_What is expected_
Among the entries that follow, count the lines that contain the word "labels" and say how many there are, writing nothing else.

_Source data_
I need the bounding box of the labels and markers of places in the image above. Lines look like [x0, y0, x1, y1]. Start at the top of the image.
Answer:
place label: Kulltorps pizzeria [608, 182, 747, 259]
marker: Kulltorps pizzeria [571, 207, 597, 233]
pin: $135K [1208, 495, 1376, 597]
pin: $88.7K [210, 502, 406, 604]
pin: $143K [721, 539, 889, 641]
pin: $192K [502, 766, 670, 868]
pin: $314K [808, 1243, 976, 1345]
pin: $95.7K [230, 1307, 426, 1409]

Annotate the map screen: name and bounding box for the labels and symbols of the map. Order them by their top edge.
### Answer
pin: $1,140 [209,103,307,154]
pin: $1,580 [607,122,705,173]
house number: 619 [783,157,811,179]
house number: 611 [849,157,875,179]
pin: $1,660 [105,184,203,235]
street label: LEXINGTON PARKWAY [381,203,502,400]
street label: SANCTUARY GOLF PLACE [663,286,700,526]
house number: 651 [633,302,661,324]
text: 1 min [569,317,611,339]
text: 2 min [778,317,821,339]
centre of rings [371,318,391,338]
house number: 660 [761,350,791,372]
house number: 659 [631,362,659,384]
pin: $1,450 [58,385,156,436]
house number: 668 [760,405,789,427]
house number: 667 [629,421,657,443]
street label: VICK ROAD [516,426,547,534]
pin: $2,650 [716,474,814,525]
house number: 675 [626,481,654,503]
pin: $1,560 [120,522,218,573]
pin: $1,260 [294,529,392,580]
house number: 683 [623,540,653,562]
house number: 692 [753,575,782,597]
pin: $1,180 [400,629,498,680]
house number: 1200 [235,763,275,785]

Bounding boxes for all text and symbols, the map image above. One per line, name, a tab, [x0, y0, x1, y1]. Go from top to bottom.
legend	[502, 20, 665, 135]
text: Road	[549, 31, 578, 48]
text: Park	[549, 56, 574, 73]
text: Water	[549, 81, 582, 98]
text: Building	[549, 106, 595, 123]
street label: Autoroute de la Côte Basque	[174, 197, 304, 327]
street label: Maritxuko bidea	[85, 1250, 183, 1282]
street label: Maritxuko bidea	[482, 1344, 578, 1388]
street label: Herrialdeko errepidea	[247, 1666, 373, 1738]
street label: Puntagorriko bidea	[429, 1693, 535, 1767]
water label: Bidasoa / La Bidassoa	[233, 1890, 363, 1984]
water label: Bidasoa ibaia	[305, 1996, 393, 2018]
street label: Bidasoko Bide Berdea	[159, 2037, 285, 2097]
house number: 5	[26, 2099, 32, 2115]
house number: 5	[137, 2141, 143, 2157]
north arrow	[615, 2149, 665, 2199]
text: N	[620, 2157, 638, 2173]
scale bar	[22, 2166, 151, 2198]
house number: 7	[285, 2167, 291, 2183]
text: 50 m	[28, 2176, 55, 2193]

_Written reply_
2